Spain's Amenabar started his career as an all-round filmmaking whiz-kid, working as a director, actor, screenwriter, and composer at the tender age of 20. At the time, and for the next five years, he was Spain's youngest working director. This makes me inclined to hate his guts, but I'll get over it. Amenabar works in both Spain and the United States, and though he's mostly made horror films, he's stepped out of the genre twice for the Javier Bardem-starring drama The Sea Inside and the upcoming ancient Egypt costume epic Agora.
Open Your Eyes, Amenabar's second feature and fourth film overall, is an arty psychological thriller with subtle sci-fi undertones and classic horror film imagery. If you want to be crotchety about it, you could say this isn't technically a horror film, but it often looks like one, reminding me of Paul Leni's 1928 film The Man Who Laughs, which looked like a Gothic horror film even though it was an adventure/drama.

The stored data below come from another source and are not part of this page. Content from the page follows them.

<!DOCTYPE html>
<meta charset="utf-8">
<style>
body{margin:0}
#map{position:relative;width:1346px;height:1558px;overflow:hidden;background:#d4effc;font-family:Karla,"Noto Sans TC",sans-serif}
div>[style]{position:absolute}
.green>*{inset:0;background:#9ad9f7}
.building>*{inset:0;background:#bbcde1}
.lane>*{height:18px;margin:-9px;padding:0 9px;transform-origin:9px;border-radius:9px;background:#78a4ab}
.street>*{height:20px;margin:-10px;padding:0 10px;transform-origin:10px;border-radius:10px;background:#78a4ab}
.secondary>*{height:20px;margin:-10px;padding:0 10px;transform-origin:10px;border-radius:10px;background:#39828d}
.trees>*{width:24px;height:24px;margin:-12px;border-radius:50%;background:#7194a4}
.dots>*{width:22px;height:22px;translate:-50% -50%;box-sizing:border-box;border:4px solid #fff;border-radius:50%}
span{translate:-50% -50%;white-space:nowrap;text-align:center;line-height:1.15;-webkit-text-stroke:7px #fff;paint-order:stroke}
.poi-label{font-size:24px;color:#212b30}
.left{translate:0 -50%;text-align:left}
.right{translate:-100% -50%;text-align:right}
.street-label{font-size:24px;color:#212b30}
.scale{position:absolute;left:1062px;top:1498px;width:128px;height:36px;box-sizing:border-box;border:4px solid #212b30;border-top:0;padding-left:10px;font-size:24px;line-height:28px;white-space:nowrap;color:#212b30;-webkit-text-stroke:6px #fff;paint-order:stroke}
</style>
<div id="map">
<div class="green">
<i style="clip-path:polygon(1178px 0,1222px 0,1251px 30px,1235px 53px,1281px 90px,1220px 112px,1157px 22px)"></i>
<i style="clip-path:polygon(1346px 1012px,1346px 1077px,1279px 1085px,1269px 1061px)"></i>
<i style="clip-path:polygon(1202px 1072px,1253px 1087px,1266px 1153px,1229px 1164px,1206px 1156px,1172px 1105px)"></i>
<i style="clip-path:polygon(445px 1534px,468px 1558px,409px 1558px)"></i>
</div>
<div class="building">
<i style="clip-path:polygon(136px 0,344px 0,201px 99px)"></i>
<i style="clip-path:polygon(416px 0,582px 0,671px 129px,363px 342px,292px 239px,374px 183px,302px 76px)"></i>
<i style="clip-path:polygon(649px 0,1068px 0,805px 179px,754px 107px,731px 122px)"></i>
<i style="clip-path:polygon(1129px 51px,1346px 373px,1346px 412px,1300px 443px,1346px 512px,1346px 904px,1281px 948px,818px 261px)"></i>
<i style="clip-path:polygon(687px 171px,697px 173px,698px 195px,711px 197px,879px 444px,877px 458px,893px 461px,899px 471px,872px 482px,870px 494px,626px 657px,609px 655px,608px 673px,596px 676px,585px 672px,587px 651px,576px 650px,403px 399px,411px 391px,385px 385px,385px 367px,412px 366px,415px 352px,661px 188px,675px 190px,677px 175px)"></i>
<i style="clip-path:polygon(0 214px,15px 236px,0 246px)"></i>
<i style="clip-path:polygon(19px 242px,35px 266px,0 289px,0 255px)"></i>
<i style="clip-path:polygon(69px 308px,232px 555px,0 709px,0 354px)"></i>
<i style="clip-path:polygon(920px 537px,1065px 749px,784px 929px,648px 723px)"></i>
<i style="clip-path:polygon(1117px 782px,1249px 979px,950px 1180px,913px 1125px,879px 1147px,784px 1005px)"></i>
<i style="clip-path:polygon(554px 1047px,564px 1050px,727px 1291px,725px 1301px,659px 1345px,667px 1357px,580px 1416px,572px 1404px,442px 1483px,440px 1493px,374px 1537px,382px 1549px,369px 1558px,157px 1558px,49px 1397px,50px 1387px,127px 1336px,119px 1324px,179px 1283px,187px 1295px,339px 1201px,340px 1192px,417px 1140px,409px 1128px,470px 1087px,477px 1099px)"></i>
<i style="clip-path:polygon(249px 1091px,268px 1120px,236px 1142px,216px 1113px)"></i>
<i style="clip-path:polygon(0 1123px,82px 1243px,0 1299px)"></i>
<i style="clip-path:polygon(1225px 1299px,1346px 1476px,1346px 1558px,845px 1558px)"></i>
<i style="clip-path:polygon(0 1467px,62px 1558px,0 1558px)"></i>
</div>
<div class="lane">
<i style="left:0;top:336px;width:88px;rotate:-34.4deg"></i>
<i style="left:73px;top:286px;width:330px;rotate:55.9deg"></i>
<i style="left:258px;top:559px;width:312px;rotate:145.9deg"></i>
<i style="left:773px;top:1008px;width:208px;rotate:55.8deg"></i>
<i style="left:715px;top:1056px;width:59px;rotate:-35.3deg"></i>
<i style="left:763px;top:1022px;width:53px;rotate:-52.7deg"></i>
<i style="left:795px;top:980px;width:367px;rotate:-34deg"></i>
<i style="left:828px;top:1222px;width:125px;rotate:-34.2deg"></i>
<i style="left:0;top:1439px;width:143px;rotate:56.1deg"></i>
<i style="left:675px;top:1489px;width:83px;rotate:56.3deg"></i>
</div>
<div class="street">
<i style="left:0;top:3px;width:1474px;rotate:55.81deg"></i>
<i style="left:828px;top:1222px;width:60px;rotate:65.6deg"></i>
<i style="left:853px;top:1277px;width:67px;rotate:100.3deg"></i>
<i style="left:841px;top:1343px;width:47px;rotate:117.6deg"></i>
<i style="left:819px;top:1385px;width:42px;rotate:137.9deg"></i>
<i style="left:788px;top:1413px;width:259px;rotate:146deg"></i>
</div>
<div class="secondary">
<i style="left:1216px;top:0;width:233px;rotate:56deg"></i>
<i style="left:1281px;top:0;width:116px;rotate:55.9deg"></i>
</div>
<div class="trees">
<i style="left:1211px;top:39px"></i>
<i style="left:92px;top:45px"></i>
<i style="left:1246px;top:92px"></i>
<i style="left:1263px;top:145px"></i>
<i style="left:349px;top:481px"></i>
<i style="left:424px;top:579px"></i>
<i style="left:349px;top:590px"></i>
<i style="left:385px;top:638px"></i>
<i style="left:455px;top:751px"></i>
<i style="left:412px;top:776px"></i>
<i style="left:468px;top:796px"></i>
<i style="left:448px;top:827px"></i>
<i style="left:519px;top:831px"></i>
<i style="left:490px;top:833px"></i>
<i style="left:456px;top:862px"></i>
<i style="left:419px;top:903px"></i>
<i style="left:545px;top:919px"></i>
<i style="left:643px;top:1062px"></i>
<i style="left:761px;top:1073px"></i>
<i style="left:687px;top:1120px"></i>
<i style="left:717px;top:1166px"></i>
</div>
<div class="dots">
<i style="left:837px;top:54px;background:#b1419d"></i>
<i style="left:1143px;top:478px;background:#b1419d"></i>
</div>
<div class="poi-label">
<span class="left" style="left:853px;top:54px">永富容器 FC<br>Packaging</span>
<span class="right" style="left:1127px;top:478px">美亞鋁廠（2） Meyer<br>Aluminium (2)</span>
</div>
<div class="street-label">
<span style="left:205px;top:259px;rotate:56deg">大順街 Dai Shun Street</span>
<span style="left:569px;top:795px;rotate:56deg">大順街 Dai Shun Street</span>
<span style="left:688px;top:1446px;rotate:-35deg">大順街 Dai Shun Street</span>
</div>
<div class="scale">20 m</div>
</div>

The story begins, appropriately enough, with a nightmare. Our womanizing hero Cesar wakes up, gets frustrated that his one-night-stand is still in bed, and meets his best friend for some racquetball. His friend, Pelayo, who would get laid a lot more if he didn't hang out with Cesar, later brings a new girlfriend, Sofia (played by Penelope Cruz in this movie and in the remake), to Cesar's birthday party. Cesar, trying to get away from an old sex buddy, starts working his magic on Sofia while a frustrated Pelayo gets drunk and goes home. Cesar spends the night at Sofia's place, though they don't have sex. The next morning, Cesar gets in an accident that leaves him disfigured, though I'll leave the details of the accident alone to avoid spoilers.
The movie then focuses on Cesar's attempts to reconstruct his disfigured face and his mysterious relationship with Sofia while flashing forward to scenes of a masked Cesar in a criminal asylum talking to a psychiatrist. The film gets stranger, and the boundaries between dreams and real life get blurrier, calling to mind both The Matrix (though it came out two years later) and episodes of The Twilight Zone.

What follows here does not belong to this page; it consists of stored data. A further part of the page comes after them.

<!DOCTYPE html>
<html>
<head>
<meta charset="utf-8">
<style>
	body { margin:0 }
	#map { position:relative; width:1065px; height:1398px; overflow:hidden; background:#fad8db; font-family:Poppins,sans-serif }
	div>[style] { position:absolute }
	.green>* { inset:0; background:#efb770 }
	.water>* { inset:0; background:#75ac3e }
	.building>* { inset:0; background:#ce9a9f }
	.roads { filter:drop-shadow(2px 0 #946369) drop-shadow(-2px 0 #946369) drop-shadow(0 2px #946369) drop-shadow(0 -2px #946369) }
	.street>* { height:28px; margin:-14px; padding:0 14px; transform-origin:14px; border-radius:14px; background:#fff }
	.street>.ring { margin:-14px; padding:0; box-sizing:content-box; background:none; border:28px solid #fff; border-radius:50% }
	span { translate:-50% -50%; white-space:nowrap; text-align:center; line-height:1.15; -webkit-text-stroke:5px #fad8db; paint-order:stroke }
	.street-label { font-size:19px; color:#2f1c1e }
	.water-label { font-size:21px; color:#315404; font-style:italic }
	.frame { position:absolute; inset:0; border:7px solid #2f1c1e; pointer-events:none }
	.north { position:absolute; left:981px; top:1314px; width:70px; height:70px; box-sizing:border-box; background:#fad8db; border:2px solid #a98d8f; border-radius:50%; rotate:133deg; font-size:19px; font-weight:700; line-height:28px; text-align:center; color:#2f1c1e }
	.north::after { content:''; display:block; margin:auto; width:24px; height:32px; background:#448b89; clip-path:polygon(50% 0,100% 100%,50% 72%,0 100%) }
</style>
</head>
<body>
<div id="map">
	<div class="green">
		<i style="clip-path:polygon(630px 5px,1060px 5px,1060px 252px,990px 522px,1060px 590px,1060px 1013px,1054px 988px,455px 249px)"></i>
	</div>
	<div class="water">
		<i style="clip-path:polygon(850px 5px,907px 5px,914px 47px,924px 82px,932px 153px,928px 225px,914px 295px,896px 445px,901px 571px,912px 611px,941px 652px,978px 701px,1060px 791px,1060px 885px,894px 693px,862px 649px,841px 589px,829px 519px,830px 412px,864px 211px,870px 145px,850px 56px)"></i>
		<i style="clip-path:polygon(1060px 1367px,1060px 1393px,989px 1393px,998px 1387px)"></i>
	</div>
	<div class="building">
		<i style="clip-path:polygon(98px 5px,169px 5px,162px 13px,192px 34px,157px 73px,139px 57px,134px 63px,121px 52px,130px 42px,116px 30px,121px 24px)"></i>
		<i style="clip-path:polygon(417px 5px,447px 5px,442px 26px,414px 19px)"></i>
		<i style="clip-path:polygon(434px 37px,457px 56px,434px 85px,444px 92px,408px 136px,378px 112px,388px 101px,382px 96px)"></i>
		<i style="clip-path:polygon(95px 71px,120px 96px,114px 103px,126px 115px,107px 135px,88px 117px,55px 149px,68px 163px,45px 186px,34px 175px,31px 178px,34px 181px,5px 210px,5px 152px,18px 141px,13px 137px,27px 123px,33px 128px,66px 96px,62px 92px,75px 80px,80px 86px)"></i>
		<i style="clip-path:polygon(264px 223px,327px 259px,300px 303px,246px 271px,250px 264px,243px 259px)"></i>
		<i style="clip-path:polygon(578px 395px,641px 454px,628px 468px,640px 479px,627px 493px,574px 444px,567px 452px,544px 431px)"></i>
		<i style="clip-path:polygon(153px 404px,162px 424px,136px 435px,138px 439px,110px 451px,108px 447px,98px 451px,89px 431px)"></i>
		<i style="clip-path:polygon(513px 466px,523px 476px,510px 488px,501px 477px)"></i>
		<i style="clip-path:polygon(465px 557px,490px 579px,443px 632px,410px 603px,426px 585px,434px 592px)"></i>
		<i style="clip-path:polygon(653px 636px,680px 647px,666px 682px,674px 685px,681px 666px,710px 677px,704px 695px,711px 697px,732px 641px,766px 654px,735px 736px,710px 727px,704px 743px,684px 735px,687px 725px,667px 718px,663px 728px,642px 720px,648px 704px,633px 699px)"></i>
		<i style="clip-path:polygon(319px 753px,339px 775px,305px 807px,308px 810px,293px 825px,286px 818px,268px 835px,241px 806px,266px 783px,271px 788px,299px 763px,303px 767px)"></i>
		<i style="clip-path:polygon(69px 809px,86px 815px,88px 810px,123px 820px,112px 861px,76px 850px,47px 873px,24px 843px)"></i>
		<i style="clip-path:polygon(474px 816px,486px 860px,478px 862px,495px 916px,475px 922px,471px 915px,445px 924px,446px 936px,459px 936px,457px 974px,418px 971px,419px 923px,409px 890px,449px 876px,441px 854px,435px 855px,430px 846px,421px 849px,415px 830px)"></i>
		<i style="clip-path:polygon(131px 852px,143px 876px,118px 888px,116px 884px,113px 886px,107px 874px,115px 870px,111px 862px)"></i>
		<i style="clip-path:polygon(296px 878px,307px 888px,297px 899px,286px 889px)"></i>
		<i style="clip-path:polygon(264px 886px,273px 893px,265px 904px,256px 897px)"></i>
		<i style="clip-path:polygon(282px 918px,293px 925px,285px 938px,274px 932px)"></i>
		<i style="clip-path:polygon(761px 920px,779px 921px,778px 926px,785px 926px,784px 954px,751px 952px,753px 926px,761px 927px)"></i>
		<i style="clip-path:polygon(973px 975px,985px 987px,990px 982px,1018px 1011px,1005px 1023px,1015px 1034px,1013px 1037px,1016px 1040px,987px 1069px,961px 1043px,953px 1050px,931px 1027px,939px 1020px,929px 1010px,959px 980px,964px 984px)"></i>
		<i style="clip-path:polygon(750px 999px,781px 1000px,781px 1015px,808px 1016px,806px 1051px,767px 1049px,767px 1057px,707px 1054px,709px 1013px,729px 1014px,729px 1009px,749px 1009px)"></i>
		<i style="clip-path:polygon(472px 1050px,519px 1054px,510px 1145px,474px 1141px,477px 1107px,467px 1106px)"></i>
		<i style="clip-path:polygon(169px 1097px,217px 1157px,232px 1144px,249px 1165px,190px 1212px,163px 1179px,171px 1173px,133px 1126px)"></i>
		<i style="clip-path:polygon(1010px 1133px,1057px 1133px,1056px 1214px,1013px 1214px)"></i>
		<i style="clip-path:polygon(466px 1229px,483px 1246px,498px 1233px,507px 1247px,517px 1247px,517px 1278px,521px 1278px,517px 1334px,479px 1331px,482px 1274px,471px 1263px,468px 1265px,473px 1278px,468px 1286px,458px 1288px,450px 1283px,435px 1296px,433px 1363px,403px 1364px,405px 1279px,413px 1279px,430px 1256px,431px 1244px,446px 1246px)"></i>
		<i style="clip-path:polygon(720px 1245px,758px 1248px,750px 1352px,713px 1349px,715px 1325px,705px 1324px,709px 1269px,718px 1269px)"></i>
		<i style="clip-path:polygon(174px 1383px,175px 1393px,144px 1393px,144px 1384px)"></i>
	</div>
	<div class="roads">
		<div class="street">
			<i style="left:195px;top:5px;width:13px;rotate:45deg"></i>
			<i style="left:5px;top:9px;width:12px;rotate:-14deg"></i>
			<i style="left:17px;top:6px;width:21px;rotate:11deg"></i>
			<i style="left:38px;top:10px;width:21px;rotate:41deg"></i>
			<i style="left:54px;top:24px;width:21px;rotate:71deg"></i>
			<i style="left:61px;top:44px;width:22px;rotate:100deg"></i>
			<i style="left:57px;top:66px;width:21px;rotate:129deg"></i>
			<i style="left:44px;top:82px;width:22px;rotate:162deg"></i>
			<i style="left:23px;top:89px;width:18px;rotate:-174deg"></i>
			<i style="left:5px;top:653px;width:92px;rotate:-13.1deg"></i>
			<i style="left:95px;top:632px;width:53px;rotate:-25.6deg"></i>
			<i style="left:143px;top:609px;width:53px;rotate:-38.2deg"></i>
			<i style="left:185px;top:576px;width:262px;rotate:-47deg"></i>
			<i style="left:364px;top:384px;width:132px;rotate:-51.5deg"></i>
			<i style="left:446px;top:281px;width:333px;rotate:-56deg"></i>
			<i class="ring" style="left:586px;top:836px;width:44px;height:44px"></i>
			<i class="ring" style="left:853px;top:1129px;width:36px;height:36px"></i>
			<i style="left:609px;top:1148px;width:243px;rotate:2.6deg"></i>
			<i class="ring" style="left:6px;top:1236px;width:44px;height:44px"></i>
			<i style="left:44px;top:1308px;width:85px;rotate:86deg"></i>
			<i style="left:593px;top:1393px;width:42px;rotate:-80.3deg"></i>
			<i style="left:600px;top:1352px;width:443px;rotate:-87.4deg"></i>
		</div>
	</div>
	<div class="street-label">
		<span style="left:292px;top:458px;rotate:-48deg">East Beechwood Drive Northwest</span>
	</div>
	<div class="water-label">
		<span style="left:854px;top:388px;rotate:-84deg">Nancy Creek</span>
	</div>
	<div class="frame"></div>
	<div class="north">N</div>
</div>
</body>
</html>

Amenabar's film is not as deep as it thinks it is, and my wife thought we never got to know the characters as well as we should have, though I'm still undecided on that point, but Amenabar handles the dreamlife/waking-life tone skillfully and creates some powerful images, including some shots of Cesar in a nightclub with his creepy mask on the back of his head. Penelope Cruz, who has seemed flat and uncharismatic in English-language films, is vibrant and appealing in her native language. I don't see the towering masterpiece Tom Cruise saw, but I do see a solid, enjoyable, visually interesting little movie that skillfully blends genres.